REQUIRED WORK -> Copy each line below exactly as it appears. Pictures are to be omitted.
(DATA LISTING)
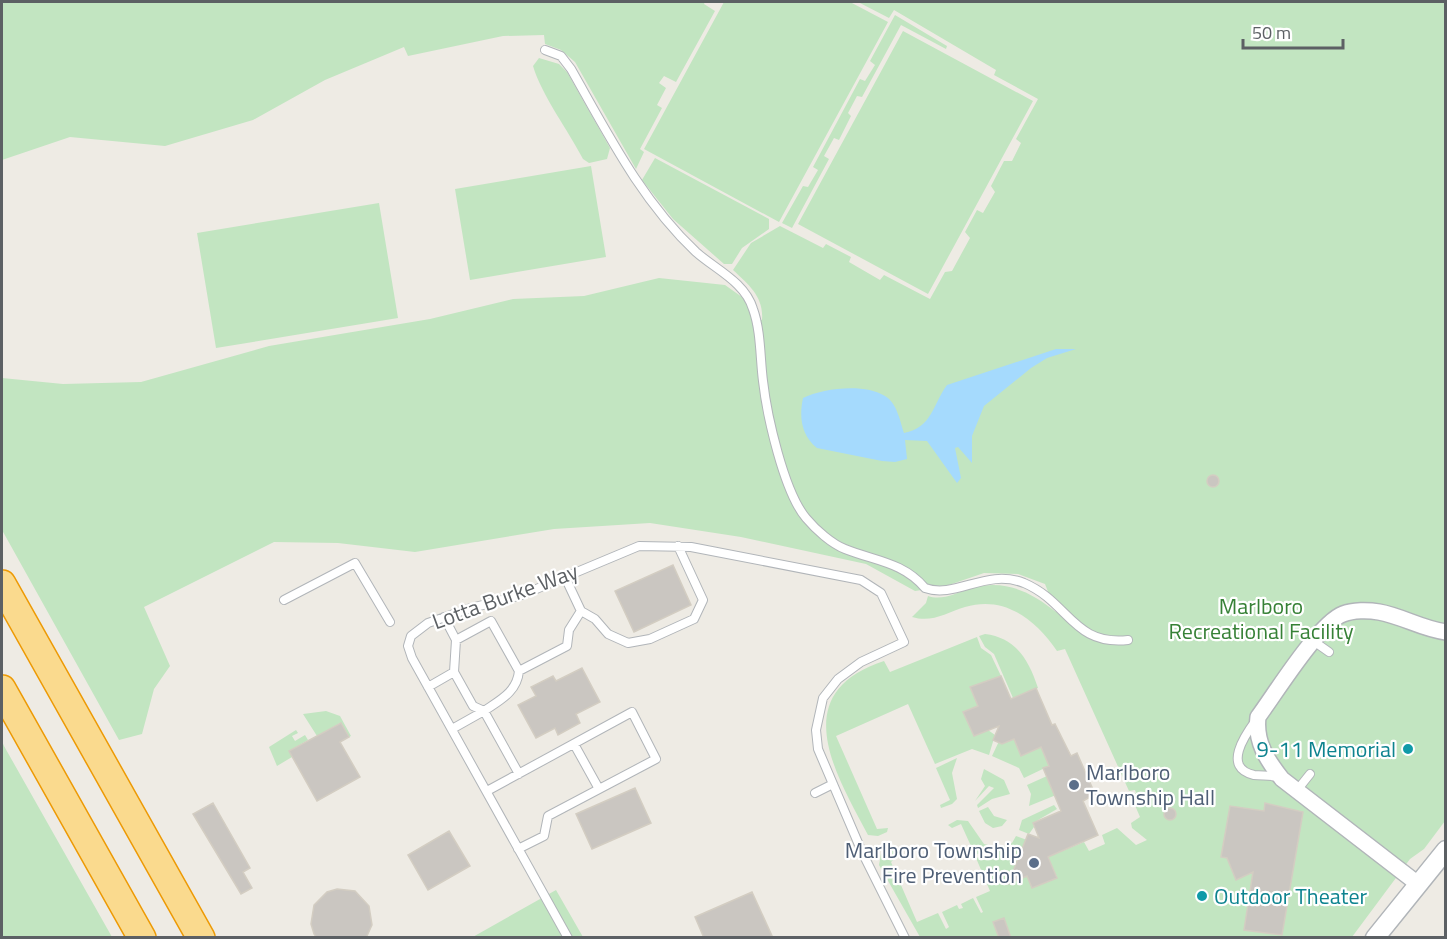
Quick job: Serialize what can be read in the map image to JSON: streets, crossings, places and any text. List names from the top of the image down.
{
  "streets": {
    "lane": ["Lotta Burke Way"]
  },
  "parks": ["Marlboro Recreational Facility"],
  "places": [
    "9-11 Memorial",
    "Marlboro Township Hall",
    "Marlboro Township Fire Prevention",
    "Outdoor Theater"
  ],
  "scale_bar": "50 m"
}
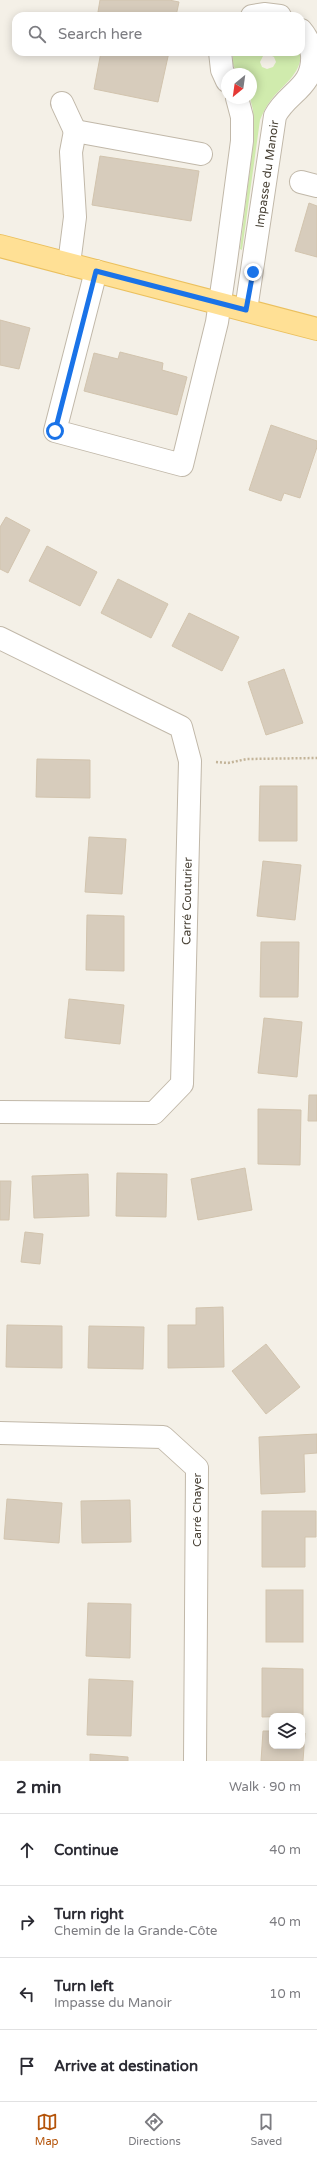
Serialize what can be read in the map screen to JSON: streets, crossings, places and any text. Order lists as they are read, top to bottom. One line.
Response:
{"streets":{"street":["Impasse du Manoir","Carré Couturier","Carré Chayer"]},"north":"bottom left","page":{"search":"Search here","heading":["2 min","Walk · 90 m"],"list":[["Continue","40 m"],["Turn right","Chemin de la Grande-Côte","40 m"],["Turn left","Impasse du Manoir","10 m"],"Arrive at destination"],"nav":["Map","Directions","Saved"]}}
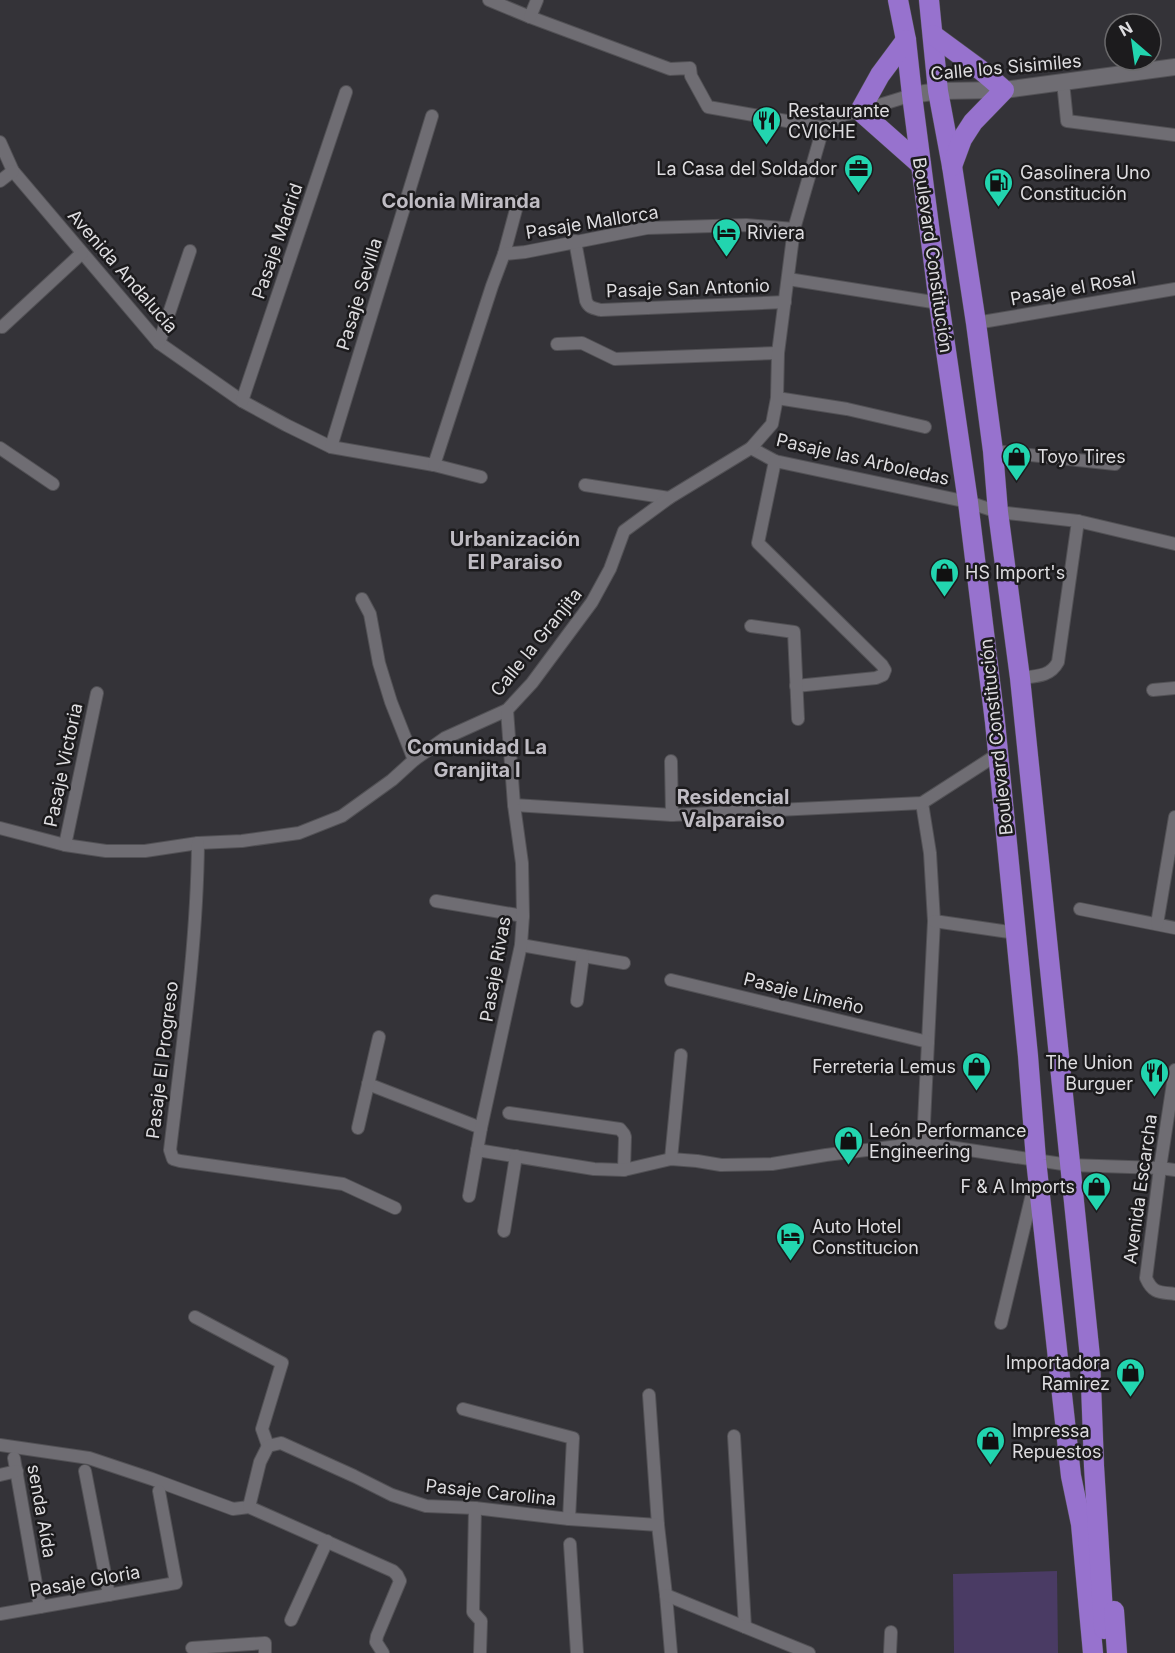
(End DATA LISTING)
ANSWER TO THIS PROBLEM ->
Quick job: Serialize what can be read in the map image to JSON: streets, crossings, places and any text. List names from the top of the image down.
{
  "streets": {
    "lane": ["Lotta Burke Way"]
  },
  "parks": ["Marlboro Recreational Facility"],
  "places": [
    "9-11 Memorial",
    "Marlboro Township Hall",
    "Marlboro Township Fire Prevention",
    "Outdoor Theater"
  ],
  "scale_bar": "50 m"
}
Serialize what can be read in the map screen to JSON: streets, crossings, places and any text. Order lists as they are read, top to bottom. One line.
Response:
{"streets":{"street":["Impasse du Manoir","Carré Couturier","Carré Chayer"]},"north":"bottom left","page":{"search":"Search here","heading":["2 min","Walk · 90 m"],"list":[["Continue","40 m"],["Turn right","Chemin de la Grande-Côte","40 m"],["Turn left","Impasse du Manoir","10 m"],"Arrive at destination"],"nav":["Map","Directions","Saved"]}}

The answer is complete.